Lions captain Sam Warburton says New Zealand are still the best team in the world
By Allan Valente
Last Updated: 12/07/17 7:51pm
Sam Warburton says New Zealand are still the best team in the world as the British and Irish Lions arrived back in the UK following their drawn series.
The Lions landed at Heathrow Airport on Wednesday evening after a 15-15 draw at Eden Park in Auckland at the weekend ensured a series stalemate with the world champions.
Warburton, who captained the tourists, reflected on the achievement and said Ireland's 40-29 win over the All Blacks in November showed they can be beaten but accepted that Steve Hansen's side are still the best in the world.
Asked if the series showed that the All Blacks were beatable, Warburton told Sky Sports News HQ: "I think Ireland showed that last year, they had a good win last year, but players never believe the hype anyway, I think that is something which is built up externally.
"But without doubt, they are the best team in the world. They are back-to-back world champions, on their patch as well. We knew it was going to be the toughest challenge we could have had in our rugby careers.
"They are still the best team in the world. Just because we drew doesn't make us the best team, they have earned that right from performing so well over the past 10 years or so.
"Had it been anyone else I would've been disappointed but, I guess, you can take some positives out of getting a draw with the back-to-back world champions."
Warburton said the Lions squad had taken a couple of days to relax and wind down after the gruelling five-week tour.
"The boys had a good couple of days together to finish off the tour, you're under the microscope for six to eight weeks and it was nice to have a few days where we could just enjoy each other's company and reflect on what we have done, really," he said.
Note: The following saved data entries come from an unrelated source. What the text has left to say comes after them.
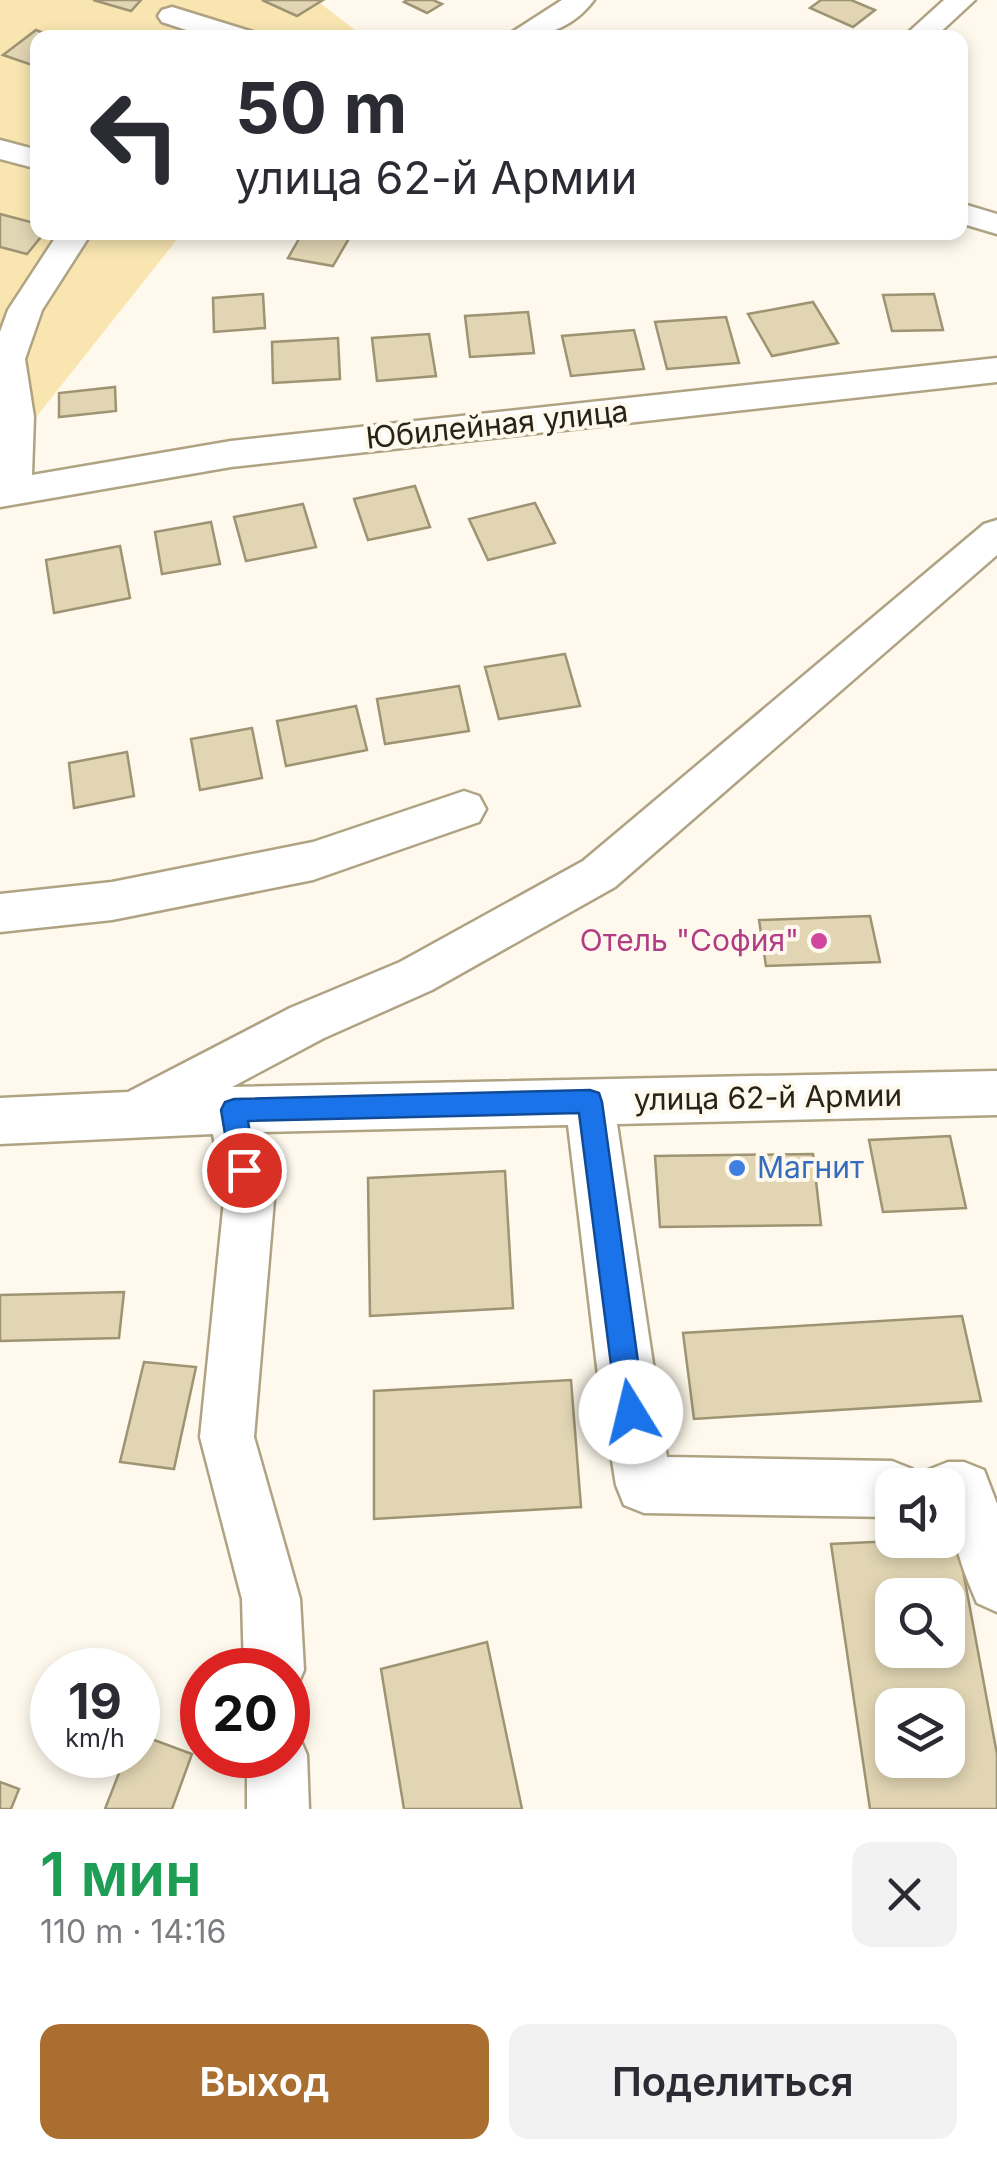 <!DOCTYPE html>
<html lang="ru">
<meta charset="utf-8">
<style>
body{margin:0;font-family:Inter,sans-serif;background:#f2f2f3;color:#2b2b33;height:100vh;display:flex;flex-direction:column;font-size:38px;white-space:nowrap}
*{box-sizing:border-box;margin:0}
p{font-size:32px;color:#7c7c81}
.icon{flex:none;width:55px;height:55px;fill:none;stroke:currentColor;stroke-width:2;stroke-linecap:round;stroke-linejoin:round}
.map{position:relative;height:1809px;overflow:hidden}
.details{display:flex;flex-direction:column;background:#fff;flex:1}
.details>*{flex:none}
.guide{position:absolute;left:30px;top:30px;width:938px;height:210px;border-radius:20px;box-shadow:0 5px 15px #0003;background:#fff;color:#2b2b33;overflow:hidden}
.controls{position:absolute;left:875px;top:1468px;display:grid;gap:20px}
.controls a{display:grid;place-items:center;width:90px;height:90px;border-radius:20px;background:#fff;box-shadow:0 5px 15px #0003;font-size:50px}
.speed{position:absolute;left:30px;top:1648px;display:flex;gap:20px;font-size:50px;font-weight:700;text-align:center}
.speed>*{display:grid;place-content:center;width:130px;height:130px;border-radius:50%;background:#fff;box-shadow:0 5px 15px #0003;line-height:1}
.speed small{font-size:25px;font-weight:400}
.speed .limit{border:15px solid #d22;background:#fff;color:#111}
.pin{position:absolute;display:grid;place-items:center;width:85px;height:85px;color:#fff;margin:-42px;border:5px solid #fff;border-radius:50%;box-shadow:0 2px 10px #0007}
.me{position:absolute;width:110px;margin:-55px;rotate:351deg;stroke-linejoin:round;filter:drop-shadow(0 0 8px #0008)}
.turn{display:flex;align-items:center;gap:35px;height:210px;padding:0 40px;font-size:45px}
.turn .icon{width:130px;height:130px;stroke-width:2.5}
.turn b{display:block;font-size:70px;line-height:85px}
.round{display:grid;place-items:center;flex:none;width:105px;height:105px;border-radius:20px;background:#f2f2f3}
.head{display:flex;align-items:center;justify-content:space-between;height:170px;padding:0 40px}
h1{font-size:60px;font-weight:600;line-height:75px;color:#1e9e55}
.primary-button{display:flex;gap:20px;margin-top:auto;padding:20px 40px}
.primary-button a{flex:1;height:115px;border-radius:20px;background:#aa6e30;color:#fff;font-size:40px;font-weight:600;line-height:115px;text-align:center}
.primary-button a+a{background:#f2f2f3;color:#2b2b33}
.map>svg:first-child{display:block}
.green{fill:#f8e5b0}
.building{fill:#e1d5b3;stroke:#9e9373;stroke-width:2.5;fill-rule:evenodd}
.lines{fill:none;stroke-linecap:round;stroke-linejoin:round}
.minor-casing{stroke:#afa383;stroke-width:5}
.minor{fill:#fff;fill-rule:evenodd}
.route{fill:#1a73e8;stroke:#114b97;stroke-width:2.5}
.hotel-dot{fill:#d1479c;stroke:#fef9ec;stroke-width:4}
.shop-dot{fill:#3f7fe0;stroke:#fef9ec;stroke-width:4}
.labels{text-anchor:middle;stroke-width:8;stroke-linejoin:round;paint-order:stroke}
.street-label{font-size:30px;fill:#272316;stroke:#fef9ec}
.hotel-label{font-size:30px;fill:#b23c85;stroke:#fef9ec;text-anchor:end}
.shop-label{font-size:30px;fill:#366cbe;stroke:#fef9ec;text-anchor:start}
</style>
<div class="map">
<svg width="997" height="1809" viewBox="0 0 997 1809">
<rect width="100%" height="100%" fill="#fef9ec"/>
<path class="green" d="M0,0h316l48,37 -326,1v194l144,1 -145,183 -37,13z"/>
<g class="building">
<path d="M93,0h48l-10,11z"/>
<path d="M262,0h61l-26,16z"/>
<path d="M407,0h26l9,4 -15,9 -23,-11z"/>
<path d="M821,0h30l24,10 -22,17 -43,-19z"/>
<path d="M36,30l20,8h-18v29l-35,-12z"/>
<path d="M0,214l38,10v8h7l-18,22 -27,-7z"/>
<path d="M303,232h36l12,3 -18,31 -45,-8z"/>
<path d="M263,294l2,34 -51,4 -1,-34z"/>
<path d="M934,294l9,36 -51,1 -9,-36z"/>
<path d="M813,302l25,41 -66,13 -24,-42z"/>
<path d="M528,312l6,41 -64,4 -5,-41z"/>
<path d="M726,317l13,46 -72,6 -12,-47z"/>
<path d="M634,330l10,39 -73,7 -9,-40z"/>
<path d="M429,334l7,42 -59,5 -5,-43z"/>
<path d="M338,338l2,41 -67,4 -1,-41z"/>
<path d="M115,387l1,24 -57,6v-24z"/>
<path d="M415,486l15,41 -62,13 -14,-41z"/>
<path d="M535,503l20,40 -67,17 -19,-41z"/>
<path d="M303,504l13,43 -70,14 -12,-44z"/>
<path d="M211,522l9,42 -58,10 -7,-42z"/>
<path d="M120,546l10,52 -76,15 -8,-53z"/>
<path d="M565,654l15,52 -81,13 -14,-52z"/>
<path d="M459,686l10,45 -84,13 -8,-45z"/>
<path d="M356,706l11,44 -81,16 -9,-45z"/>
<path d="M252,728l10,50 -62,12 -9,-51z"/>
<path d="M127,752l7,44 -60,12 -5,-45z"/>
<path d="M870,916l10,46 -114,4 -7,-46z"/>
<path d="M950,1136l16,72 -83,4 -14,-72z"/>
<path d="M813,1154l8,71 -161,2 -5,-71z"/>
<path d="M505,1171l8,137 -143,8 -2,-138z"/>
<path d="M124,1292l-5,46 -119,3v-46z"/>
<path d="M962,1316l19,85 -287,18 -11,-86z"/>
<path d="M144,1362l52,5 -22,102 -54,-7z"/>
<path d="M571,1380l10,127 -207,12v-128z"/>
<path d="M957,1538l40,216v55h-127l-39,-265zM892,1595h56v55h-56zM892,1705h56v55h-56z"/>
<path d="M487,1642l35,167h-118l-23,-140z"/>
<path d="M138,1734l54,20 -20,55h-67l21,-54h12z"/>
<path d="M0,1782l19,7 -8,20h-11z"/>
</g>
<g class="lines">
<g class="minor-casing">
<g id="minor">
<path d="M562,0h32c-23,31 -55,38 -91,38z"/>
<path d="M944,0h31l-41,38h-32z"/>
<path d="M172,7l81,25 4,6h-46l-49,-16 -4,-6 4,-6z"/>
<path d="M0,140l38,10v19l-38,-10z"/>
<path d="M960,203l37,11v20l-37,-11z"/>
<path d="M59,232h33l-50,78 -17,49 9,58 -2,58 199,-34 766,-83v24l-766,85 -231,40v-175l8,-22z"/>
<path d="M997,520v35l-382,332 -183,103 -108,48 -92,49 765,-16v44l-380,9 50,333 225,4 20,8 6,16h-26v32l-248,-4 -20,-8 -8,-20 -18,-110 -30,-250 -306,7 12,68 -20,237 46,162 4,71 -9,21 -7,3v-24h-44l-2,-71 -42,-162 24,-237 -11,-66 -213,10v-46l128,-6 162,-84 110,-46 183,-101 401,-337z"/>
<path d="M464,791l15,5 7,13 -7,13 -166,58 -201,40 -112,12v-38l112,-12 201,-40z"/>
<path d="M948,1462h16l20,8 13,34v108l-20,-9c-17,-39 -29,-75 -29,-118h-26l6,-15z"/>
<path d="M288,1729l10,5 9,21 2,54h-62v-54h41z"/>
</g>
</g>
<use href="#minor" class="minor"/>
</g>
<path class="route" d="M590,1090l9,3 3,9 43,310 -4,10 -10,4 -9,-4 -5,-10 -38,-299 -331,8 8,49 -3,8 -9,4 -9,-4 -4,-8 -10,-60 4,-8 9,-3z"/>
<circle class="hotel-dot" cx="819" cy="941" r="10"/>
<circle class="shop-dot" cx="737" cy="1168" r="10"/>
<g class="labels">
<g class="street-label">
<text transform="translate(497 425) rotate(-6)" y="10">Юбилейная улица</text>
<text transform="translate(768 1098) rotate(-1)" y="10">улица 62-й Армии</text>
</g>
<g class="hotel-label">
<text x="799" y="951">Отель "София"</text>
</g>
<g class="shop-label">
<text x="757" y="1178">Магнит</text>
</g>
</g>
</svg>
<div class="controls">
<a><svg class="icon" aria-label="sound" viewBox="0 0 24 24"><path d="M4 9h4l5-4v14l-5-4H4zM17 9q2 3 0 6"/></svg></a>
<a><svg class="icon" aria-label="search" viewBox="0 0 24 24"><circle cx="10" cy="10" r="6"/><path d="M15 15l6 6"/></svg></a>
<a><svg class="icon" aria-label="layers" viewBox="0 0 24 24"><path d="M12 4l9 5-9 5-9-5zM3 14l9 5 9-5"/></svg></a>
</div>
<div class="speed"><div>19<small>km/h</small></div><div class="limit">20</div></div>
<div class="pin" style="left:244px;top:1170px;background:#d93025"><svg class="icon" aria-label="arrive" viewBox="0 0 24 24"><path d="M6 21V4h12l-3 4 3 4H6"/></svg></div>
<svg class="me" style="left:631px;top:1412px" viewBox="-20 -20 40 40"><circle r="19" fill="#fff"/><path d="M0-13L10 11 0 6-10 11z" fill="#1a73e8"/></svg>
<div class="guide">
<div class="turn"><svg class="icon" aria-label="left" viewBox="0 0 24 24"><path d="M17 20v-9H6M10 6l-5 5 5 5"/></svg><div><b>50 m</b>улица 62-й Армии</div></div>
</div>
</div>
<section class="details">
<div class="head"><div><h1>1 мин</h1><p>110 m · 14:16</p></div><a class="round"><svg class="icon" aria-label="close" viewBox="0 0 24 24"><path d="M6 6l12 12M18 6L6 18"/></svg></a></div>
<div class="primary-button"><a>Выход</a><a>Поделиться</a></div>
</section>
"In hindsight now, we are pretty pleased with what we achieved."
Warburton and New Zealand captain Kieran Read lifted the trophy together after the final Test and the Wales international brought the trophy back with the Lions squad, but he admitted he was not sure how long they would be keeping it for after the draw.
"I'm not sure how that works now, whether we have it for a couple of years, they have it for a couple of years, I'm not too sure but the boys were looking after it for the last couple of days and I'm sure we'll hand it back over there," he said.
It has been suggested that the game at Twickenham on November 4 between the Barbarians and New Zealand could become an unofficial fourth Test to the British and Irish Lions tour, but England have ruled out releasing players for the match and Warburton was unsure if that could work.
"I heard about that, I haven't played for the Barbarians, but I'm not sure how that is going to work," he added.
"The home unions will want their players to play and get ready for the autumn matches, there are 101 bridges to cross for that to happen but I'm sure the fans would love to see that happen."
The next Lions tour of South Africa in four years' time is set to be reduced to eight matches, down from 10 this year, and Warburton said a few tweaks to the schedule could help.
"I won't be around then, I'll probably be commentating or something," he said.
"I think the tour schedule was tough this time around and it was well publicised but we managed to have a reasonably successful tour so if nothing was changed in four years' time and we had the same schedule at least we know the Lions could go out and be successful again.
"So hopefully there are a few tweaks to make it more advantageous for us but looking forward to that tour in four years' time already as a spectator, probably."